Image & Video

Waypoint-1.5 New open source world model trained on FPS games to run on local consumer GPUs at 60fps

Trained on 100 hours of FPS gameplay, this new model predicts future video frames for autonomous agents.

Deep Dive

Wayve, a UK-based autonomous vehicle startup, has released Waypoint-1.5, a significant open-source contribution to the field of 'world models' for AI agents. Unlike large language models that predict text, world models predict future states of an environment, a critical capability for robots and autonomous systems that must plan actions. Waypoint-1.5 was trained on a novel dataset of 100 hours of curated gameplay from the first-person shooter (FPS) game 'Counter-Strike 2'. This provides a rich, action-oriented simulation of a 3D world where an agent's decisions have immediate consequences.

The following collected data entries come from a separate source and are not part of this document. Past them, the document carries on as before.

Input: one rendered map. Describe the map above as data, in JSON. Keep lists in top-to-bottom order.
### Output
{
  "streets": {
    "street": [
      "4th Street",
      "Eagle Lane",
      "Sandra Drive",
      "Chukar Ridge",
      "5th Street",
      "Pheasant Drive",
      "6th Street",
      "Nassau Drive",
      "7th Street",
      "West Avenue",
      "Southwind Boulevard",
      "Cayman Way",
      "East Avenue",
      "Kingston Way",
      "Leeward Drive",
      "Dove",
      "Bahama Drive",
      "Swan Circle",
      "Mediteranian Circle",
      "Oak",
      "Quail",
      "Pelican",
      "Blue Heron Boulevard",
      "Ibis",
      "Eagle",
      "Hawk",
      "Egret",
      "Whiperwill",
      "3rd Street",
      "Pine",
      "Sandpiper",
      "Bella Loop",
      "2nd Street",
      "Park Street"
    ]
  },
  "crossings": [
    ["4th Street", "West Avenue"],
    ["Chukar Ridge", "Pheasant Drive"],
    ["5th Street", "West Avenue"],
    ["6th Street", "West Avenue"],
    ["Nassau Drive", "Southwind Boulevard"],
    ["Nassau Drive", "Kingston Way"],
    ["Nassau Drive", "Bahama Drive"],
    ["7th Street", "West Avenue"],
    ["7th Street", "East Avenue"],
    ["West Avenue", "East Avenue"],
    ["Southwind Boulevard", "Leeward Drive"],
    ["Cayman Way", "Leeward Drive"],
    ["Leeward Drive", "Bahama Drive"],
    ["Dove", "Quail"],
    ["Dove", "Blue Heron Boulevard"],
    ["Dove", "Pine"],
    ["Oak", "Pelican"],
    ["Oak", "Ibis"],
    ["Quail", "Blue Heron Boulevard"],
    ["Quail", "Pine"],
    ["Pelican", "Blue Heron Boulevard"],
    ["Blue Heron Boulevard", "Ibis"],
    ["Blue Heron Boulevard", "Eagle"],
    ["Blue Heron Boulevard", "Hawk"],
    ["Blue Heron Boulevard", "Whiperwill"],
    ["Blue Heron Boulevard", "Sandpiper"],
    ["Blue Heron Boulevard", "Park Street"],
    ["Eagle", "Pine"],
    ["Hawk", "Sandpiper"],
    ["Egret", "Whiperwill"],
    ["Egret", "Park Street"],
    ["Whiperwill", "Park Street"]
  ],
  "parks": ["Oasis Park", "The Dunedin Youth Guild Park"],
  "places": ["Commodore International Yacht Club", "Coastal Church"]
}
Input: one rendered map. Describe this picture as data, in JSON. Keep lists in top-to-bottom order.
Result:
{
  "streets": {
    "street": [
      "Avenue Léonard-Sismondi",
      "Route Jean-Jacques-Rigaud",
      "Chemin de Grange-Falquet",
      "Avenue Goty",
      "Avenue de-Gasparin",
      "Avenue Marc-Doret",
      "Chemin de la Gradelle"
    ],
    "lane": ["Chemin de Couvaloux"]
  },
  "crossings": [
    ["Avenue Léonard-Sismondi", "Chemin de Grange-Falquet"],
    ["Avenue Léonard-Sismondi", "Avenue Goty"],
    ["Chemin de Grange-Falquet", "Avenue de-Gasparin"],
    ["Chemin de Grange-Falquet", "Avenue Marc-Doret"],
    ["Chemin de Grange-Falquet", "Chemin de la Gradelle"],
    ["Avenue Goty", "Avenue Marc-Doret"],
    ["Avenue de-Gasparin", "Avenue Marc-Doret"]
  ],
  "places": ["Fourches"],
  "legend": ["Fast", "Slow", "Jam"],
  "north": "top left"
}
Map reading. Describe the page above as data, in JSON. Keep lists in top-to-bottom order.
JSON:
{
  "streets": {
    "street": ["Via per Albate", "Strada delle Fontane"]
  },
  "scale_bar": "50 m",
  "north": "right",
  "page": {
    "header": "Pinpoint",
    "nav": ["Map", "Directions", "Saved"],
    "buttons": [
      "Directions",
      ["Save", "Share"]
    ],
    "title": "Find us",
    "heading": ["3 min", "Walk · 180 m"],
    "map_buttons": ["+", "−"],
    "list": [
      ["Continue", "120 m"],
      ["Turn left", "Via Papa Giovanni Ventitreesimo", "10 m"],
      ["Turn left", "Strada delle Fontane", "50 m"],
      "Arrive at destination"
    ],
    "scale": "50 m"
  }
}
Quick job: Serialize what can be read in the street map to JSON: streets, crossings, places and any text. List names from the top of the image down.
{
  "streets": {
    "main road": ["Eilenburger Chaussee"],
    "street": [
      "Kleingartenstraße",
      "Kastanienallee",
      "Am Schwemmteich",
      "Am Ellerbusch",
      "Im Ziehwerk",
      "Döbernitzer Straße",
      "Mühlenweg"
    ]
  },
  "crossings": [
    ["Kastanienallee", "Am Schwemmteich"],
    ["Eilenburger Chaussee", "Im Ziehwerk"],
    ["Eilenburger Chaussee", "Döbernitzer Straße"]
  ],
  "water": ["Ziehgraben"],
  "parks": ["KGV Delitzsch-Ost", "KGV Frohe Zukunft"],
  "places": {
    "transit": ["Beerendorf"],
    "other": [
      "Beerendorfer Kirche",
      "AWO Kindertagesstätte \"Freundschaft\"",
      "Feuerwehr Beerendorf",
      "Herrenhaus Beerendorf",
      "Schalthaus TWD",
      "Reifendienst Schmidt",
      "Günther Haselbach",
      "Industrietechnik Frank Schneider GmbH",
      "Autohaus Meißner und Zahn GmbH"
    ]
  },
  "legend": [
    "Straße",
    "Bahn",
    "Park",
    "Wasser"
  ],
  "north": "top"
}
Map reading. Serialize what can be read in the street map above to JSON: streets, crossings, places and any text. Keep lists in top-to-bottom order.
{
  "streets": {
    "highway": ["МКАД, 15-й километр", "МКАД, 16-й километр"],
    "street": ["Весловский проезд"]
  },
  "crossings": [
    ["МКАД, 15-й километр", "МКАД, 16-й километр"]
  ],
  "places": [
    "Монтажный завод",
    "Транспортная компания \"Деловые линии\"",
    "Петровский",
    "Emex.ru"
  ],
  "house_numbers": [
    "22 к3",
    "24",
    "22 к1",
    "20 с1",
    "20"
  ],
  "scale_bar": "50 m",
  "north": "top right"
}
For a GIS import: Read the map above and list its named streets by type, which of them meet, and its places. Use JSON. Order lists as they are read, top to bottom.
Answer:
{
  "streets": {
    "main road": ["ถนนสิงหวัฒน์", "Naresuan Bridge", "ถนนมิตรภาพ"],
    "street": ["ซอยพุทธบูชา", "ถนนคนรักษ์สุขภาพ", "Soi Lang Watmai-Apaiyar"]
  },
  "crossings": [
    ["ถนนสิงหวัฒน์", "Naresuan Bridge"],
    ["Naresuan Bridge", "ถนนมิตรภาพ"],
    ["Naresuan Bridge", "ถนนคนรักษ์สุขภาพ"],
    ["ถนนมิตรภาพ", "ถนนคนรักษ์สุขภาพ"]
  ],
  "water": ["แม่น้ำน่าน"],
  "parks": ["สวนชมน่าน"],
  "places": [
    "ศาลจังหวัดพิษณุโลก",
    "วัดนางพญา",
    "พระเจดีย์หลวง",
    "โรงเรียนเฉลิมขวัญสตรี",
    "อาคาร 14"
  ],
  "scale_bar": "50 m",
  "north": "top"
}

The model's architecture is a video prediction model that takes a single image as input and generates a sequence of potential future frames. This allows an AI agent to simulate 'what would happen if I took this action?' before committing to a real-world move. A key technical achievement is its efficiency: Waypoint-1.5 is designed to run inference at 60 frames per second on a consumer-grade NVIDIA RTX 4090 GPU. This performance benchmark makes it a practical tool for real-time agent training and simulation, lowering the barrier to entry for researchers and developers experimenting with embodied AI.

By open-sourcing both the model weights and the training code, Wayve is catalyzing research in a domain often dominated by proprietary, compute-intensive projects from large tech firms. The use of game environments as a training ground is a proven strategy—similar to how DeepMind used StarCraft—as it provides a complex, rule-based world that is cheaper and safer to experiment in than physical robots or cars. Waypoint-1.5 represents a step towards more general and capable AI agents that can understand and plan within dynamic visual environments.

Key Points
  • Trained on 100 hours of curated 'Counter-Strike 2' FPS gameplay, providing a complex 3D action environment.
  • Generates future video frame predictions from a single image at 60fps on a consumer RTX 4090 GPU.
  • Open-sourced model and code to accelerate research into 'world models' for planning AI agents and robotics.

Why It Matters

Democratizes advanced AI agent research by providing a powerful, efficient world model that runs on affordable hardware.